A few months ago I re-watched several Star Wars and Harry Potter movies, and they set me to thinking about our never ending efforts to redesign religious faith for our secular age.
That the Star Wars and Harry Potter sagas are actually parables of Christianity—without the religion being too overly apparent—has been noted by many. Each chronicles a confrontation between forces representing good and evil, each has their own priesthood and prophets offering moral instruction, each has a “fallen angel” of sorts that must be battled, each set of protagonists draws strength from powers beyond our understanding (either “The Force” or old school magic), and each offers a climactic battle where good ultimately triumphs over evil. You could readily substitute a crucifix for a light saber or wooden wand and not lose much in the translation.
One could have a spirited debate regarding whether stories of this sort satisfy some human yearning baked into our DNA or our enthusiastic responses to the adventures of Luke Skywalker and Harry Potter are simply the Pavlovian result of a couple of thousand years of Christian thought and practice, but the outcome is still the same. We exult in their quests and are validated by their triumphs. Toss in some modern marketing expertise and computer-generated special effects, and you have today’s version of “The Greatest Story Ever Told”.
There is no doubt that we crave order and expect justice—whether in this life or the next. Few are comfortable with a world that seems beyond our control. Although we like to believe we are far more advanced than our tribal ancestors, we still typically trust our fates to wise elders—except now they rattle jargon-filled analyses instead of bean-filled gourds to impress us. We also crave and admire strong leaders. How else to explain why so much of our popular entertainment focuses on royalty, barbarians, criminals, warriors, and dictators?
However, our attraction to brute force and apparent fascination with violence is not necessarily a sign of atavism. It seems to me to instead be a clear sign that we have lost the spiritual counterbalance necessary in our lives; as a result, the darkness within our souls tends to run unchecked and causes us to be attracted to cruelty instead of condemning it.
Across the broad scope of Western civilization, Christianity—with the Ten Commandments as its foundation—has guided humanity to connect with a purpose for living that extends beyond the mere satisfaction of our physical needs. Although there can be no doubt that great wrongs have been committed in the name of religion, the historical ledger balance is still far on the side of Christianity encouraging compassion, justice, hope, and self-sacrifice.
There is, however, little doubt that we have spent a good deal of the 20th and early 21st centuries elevating hatred, venality and egocentrism to an art form, which has damaged both our culture and personal lives. If you look at our society today, it is hard to miss the human wreckage associated with the impoverishment of our spiritual existences.
There is a hole at the center of many people that cannot be filled with video games, hook ups, and opioids—and efforts to find workable alternatives to Christian theology have nibbled at the edges of our public and private discourses for many years. No one has, however, yet provided a satisfactory alternative moral framework for our modern world, one where faith is increasingly suspect or openly derided.

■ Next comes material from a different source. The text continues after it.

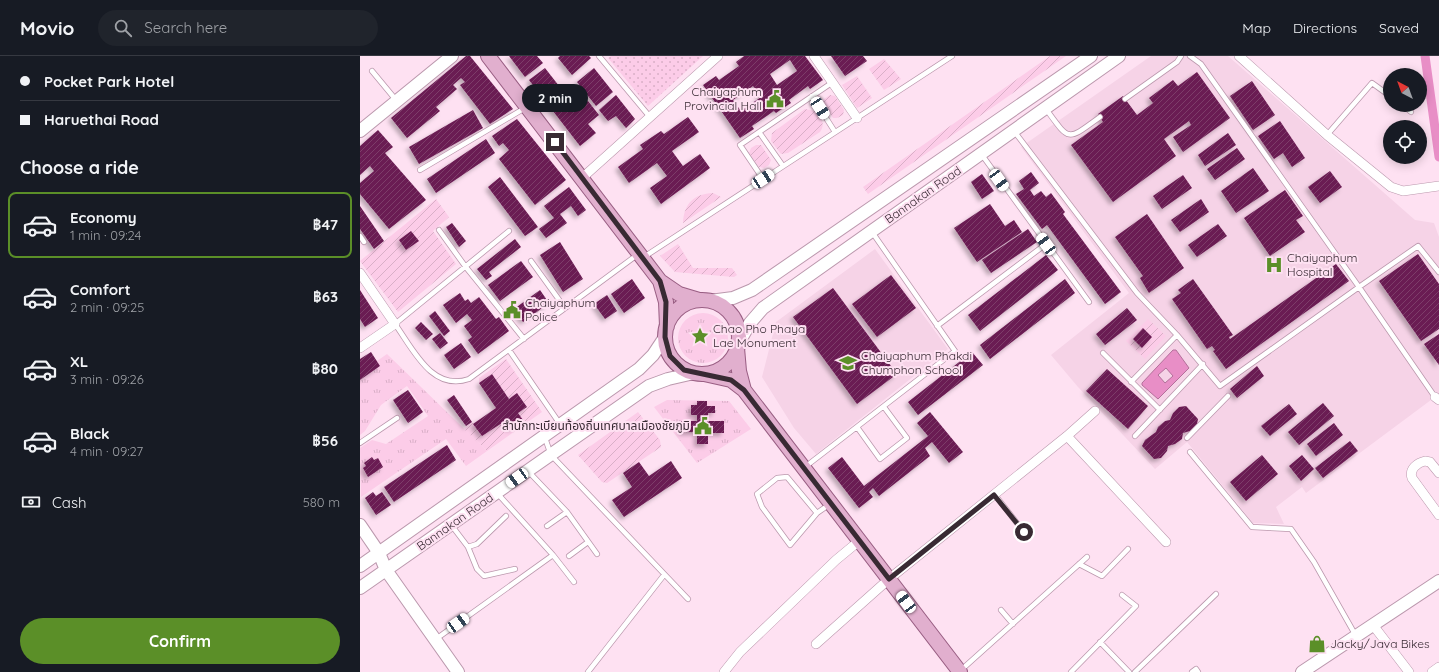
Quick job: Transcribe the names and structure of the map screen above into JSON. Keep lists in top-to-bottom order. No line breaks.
{"streets":{"street":["Bannakan Road"]},"places":{"public building":["Chaiyaphum Provincial Hall","Chaiyaphum Police","สำนักทะเบียนท้องถิ่นเทศบาลเมืองชัยภูมิ"],"hospital":["Chaiyaphum Hospital"],"place":["Chao Pho Phaya Lae Monument"],"school or university":["Chaiyaphum Phakdi Chumphon School"],"shop":["Jacky/Java Bikes"]},"north":"top left","page":{"header":"Movio","search":"Search here","nav":["Map","Directions","Saved"],"banner":["Pocket Park Hotel","Haruethai Road"],"bubble":"2 min","heading":"Choose a ride","list":[{"name":"Economy","note":"1 min · 09:24","value":"฿47"},{"name":"Comfort","note":"2 min · 09:25","value":"฿63"},{"name":"XL","note":"3 min · 09:26","value":"฿80"},{"name":"Black","note":"4 min · 09:27","value":"฿56"}],"pay":["Cash","580 m"],"buttons":"Confirm"}}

If you believe in nothing beyond the physical fact of your existence and your own needs, how is it possible to create community or encourage rectitude using any appeal that does not boil down—after the soaring rhetoric is dissected—to simple selfishness and naked self-interest? This is a question we have not adequately answered, and we are now paying the price for our failure.

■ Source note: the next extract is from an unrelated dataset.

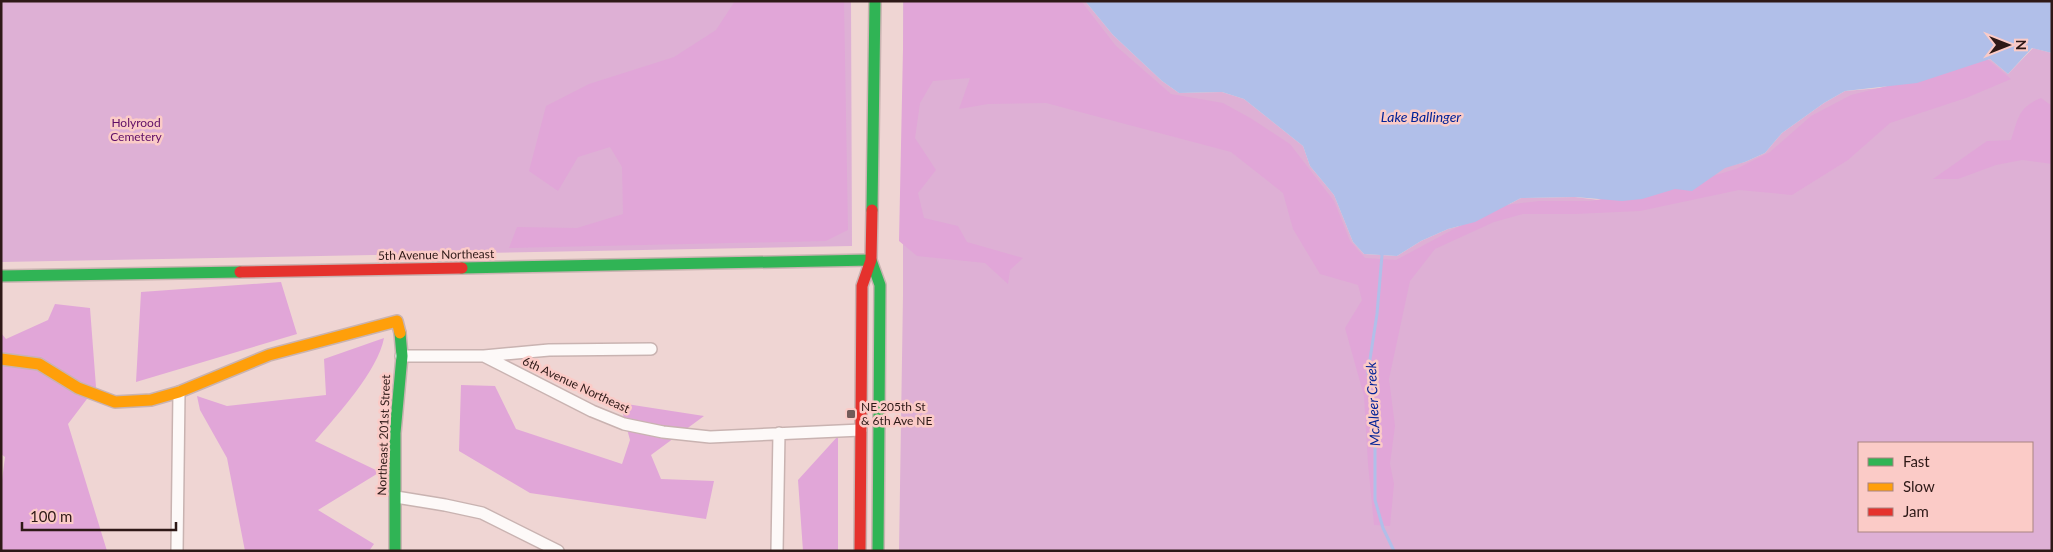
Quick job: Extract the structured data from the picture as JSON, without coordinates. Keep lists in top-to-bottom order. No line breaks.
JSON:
{"streets":{"street":["5th Avenue Northeast","6th Avenue Northeast","Northeast 201st Street"]},"crossings":[["6th Avenue Northeast","Northeast 201st Street"]],"water":["Lake Ballinger","McAleer Creek"],"parks":["Holyrood Cemetery"],"places":{"transit":["NE 205th St & 6th Ave NE"]},"legend":["Fast","Slow","Jam"],"scale_bar":"100 m","north":"right"}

I do not know if we have yet reached an inflection point, but I more and more wonder whether Christianity is poised for a comeback across many regions of the world. Modern secular life, which often relies on mass consumption and mass entertainment to create a sense of belonging—while, oddly enough, simultaneously denigrating any notion of national identity—may be reaching its expiration date.
Whether Christianity’s revival would find itself in open warfare with current societal norms that equate moral judgement with hatred or reach a rapprochement with the world as it exists today is one that no one can answer. However, I believe there is a spiritual hunger in America today that begs to be satisfied, and our media and cultural mavens in New York and Los Angeles—preoccupied as always with the latest entertainment and fashion buzz—are perhaps blind to a stark change that could soon be coming. The Bible might, to the surprise of many, turn out to be the next “big thing”—which could be a help to a great many individuals and our nation as a whole.